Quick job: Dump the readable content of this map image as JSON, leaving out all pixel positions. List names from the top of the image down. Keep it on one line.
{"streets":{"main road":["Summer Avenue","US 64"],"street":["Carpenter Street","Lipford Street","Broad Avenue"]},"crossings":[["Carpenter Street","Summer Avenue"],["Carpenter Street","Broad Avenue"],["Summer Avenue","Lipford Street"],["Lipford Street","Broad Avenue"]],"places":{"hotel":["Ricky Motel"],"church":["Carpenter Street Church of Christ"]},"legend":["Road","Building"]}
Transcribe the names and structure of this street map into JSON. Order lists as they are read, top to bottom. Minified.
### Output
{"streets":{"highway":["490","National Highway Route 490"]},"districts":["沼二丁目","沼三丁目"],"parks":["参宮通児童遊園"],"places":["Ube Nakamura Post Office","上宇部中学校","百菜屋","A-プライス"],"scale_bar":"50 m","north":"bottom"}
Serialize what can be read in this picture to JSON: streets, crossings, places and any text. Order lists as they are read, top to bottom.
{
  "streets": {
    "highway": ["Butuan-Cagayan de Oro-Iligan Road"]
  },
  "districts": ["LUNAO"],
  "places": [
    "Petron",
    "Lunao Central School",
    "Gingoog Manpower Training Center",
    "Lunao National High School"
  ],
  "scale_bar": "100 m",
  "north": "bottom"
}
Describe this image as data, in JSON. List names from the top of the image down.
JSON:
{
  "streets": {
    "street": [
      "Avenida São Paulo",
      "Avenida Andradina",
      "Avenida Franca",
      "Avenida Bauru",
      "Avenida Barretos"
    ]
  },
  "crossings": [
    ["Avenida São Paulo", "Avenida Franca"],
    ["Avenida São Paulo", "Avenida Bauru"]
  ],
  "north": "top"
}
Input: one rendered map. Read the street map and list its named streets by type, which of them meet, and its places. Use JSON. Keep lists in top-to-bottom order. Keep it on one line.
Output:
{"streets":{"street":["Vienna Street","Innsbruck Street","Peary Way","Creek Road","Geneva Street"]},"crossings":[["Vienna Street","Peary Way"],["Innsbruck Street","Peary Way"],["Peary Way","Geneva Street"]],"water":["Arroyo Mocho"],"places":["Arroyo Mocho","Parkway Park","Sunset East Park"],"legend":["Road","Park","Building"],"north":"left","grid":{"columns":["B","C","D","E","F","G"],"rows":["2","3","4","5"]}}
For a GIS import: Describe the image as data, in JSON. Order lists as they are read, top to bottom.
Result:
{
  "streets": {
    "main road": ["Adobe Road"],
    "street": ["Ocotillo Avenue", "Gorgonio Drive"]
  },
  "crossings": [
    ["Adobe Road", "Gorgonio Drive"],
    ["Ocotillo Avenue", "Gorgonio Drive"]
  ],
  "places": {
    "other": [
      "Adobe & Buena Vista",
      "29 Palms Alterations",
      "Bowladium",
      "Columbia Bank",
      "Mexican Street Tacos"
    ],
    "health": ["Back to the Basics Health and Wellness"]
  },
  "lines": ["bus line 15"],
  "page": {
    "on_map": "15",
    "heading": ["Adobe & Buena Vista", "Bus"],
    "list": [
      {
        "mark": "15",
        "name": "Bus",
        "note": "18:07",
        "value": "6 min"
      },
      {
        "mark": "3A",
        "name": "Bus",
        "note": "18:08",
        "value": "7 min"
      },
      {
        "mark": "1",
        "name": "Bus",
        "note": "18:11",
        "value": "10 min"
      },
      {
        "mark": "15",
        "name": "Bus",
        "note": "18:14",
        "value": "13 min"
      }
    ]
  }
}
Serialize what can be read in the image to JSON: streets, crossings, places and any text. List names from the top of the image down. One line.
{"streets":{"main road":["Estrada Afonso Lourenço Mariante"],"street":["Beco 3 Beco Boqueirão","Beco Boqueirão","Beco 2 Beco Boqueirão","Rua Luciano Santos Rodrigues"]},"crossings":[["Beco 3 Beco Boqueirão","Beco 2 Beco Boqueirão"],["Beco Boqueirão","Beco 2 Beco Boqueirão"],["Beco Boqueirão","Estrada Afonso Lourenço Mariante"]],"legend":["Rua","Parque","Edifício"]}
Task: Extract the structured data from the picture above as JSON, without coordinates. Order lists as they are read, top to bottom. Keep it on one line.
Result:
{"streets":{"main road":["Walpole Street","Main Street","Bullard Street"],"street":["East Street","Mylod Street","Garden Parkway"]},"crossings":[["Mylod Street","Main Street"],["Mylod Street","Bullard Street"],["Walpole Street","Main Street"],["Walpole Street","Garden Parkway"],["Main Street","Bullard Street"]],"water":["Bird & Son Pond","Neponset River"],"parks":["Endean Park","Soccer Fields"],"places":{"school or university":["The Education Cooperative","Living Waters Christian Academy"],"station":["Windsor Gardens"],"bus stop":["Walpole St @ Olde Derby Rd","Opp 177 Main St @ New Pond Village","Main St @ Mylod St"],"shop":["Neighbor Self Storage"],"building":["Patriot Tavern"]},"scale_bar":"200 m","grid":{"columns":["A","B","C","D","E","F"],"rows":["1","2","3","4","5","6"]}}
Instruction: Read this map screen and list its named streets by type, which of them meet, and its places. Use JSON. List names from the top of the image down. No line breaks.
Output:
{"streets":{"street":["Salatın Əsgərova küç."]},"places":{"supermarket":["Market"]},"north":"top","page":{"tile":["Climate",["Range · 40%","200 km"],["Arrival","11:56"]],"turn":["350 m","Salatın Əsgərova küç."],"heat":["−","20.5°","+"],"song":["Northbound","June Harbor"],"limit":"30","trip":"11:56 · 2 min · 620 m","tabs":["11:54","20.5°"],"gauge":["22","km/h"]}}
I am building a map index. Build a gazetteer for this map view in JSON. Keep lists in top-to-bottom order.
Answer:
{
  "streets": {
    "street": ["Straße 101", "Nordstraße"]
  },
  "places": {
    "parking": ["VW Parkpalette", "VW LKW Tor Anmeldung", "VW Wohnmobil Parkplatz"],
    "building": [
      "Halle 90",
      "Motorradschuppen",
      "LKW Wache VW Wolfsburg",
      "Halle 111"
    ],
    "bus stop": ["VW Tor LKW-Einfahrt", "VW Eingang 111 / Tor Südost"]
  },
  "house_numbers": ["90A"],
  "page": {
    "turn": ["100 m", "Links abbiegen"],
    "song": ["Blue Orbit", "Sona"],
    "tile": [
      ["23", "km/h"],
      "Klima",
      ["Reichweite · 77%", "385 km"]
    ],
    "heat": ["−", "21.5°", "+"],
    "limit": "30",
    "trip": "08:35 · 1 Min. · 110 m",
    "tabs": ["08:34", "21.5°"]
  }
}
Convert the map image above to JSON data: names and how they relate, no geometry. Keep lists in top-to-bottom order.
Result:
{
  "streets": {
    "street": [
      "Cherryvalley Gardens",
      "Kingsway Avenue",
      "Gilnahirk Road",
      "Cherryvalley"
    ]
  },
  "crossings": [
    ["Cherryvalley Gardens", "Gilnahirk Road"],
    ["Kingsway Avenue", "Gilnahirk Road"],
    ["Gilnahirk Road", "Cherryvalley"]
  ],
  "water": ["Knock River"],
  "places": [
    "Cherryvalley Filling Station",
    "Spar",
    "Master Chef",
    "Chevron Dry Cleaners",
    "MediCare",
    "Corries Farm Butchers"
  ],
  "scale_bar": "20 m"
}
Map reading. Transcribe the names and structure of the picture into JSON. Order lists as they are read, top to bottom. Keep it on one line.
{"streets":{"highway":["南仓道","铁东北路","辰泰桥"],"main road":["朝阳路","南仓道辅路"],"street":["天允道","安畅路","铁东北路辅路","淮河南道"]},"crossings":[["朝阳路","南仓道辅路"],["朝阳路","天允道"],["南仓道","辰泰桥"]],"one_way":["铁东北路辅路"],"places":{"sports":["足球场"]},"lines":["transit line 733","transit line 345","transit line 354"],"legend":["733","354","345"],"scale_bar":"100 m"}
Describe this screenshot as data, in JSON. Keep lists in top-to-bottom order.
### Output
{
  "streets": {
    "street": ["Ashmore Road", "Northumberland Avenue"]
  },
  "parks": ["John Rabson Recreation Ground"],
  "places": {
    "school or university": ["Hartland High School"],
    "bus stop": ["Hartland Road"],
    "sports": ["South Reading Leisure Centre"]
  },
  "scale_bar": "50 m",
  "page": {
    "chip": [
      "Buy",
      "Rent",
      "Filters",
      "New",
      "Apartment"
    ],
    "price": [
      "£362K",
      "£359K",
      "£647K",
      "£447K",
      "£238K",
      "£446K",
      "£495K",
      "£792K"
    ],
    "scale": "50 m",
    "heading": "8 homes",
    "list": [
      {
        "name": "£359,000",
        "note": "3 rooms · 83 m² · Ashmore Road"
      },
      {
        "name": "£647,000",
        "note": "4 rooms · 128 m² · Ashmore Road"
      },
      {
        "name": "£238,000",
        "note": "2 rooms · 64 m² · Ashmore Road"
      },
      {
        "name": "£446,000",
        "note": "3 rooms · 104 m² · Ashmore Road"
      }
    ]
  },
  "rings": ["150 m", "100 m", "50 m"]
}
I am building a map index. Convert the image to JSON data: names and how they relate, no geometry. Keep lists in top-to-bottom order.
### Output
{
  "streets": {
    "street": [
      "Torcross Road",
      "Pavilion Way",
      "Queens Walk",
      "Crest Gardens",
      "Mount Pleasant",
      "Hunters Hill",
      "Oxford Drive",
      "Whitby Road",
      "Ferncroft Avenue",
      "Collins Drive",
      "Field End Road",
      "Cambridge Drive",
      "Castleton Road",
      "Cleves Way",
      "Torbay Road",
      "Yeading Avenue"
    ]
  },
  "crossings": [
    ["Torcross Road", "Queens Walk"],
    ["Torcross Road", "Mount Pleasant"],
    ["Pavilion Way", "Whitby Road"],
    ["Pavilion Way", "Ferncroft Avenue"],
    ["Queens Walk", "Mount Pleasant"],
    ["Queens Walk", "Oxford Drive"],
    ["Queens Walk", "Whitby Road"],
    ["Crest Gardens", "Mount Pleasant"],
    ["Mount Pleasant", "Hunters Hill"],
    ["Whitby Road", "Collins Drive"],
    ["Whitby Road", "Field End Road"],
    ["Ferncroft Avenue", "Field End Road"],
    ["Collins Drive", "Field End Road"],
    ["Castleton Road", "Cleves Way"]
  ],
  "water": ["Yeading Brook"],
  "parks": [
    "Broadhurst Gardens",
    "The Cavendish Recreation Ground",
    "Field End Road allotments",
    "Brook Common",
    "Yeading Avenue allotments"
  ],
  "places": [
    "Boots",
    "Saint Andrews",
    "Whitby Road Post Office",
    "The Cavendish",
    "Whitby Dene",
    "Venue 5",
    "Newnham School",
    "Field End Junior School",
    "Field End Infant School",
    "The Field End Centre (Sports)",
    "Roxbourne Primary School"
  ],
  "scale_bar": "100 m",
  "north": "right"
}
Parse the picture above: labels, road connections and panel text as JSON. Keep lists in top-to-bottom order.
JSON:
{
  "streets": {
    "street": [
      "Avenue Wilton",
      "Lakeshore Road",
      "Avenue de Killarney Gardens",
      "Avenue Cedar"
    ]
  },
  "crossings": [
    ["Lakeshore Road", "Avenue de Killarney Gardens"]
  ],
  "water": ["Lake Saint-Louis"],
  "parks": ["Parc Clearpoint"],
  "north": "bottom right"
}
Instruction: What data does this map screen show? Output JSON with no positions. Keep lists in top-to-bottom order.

_ _ _ _ _

__INSTRUCTIONS TO FOLLOW__
Where does the word "meet" appear in the records? Copy every line that holds it.

__ANSWER FOR THIS EXERCISE__
Input: one rendered map. Read the street map and list its named streets by type, which of them meet, and its places. Use JSON. Keep lists in top-to-bottom order. Keep it on one line.
Instruction: Read this map screen and list its named streets by type, which of them meet, and its places. Use JSON. List names from the top of the image down. No line breaks.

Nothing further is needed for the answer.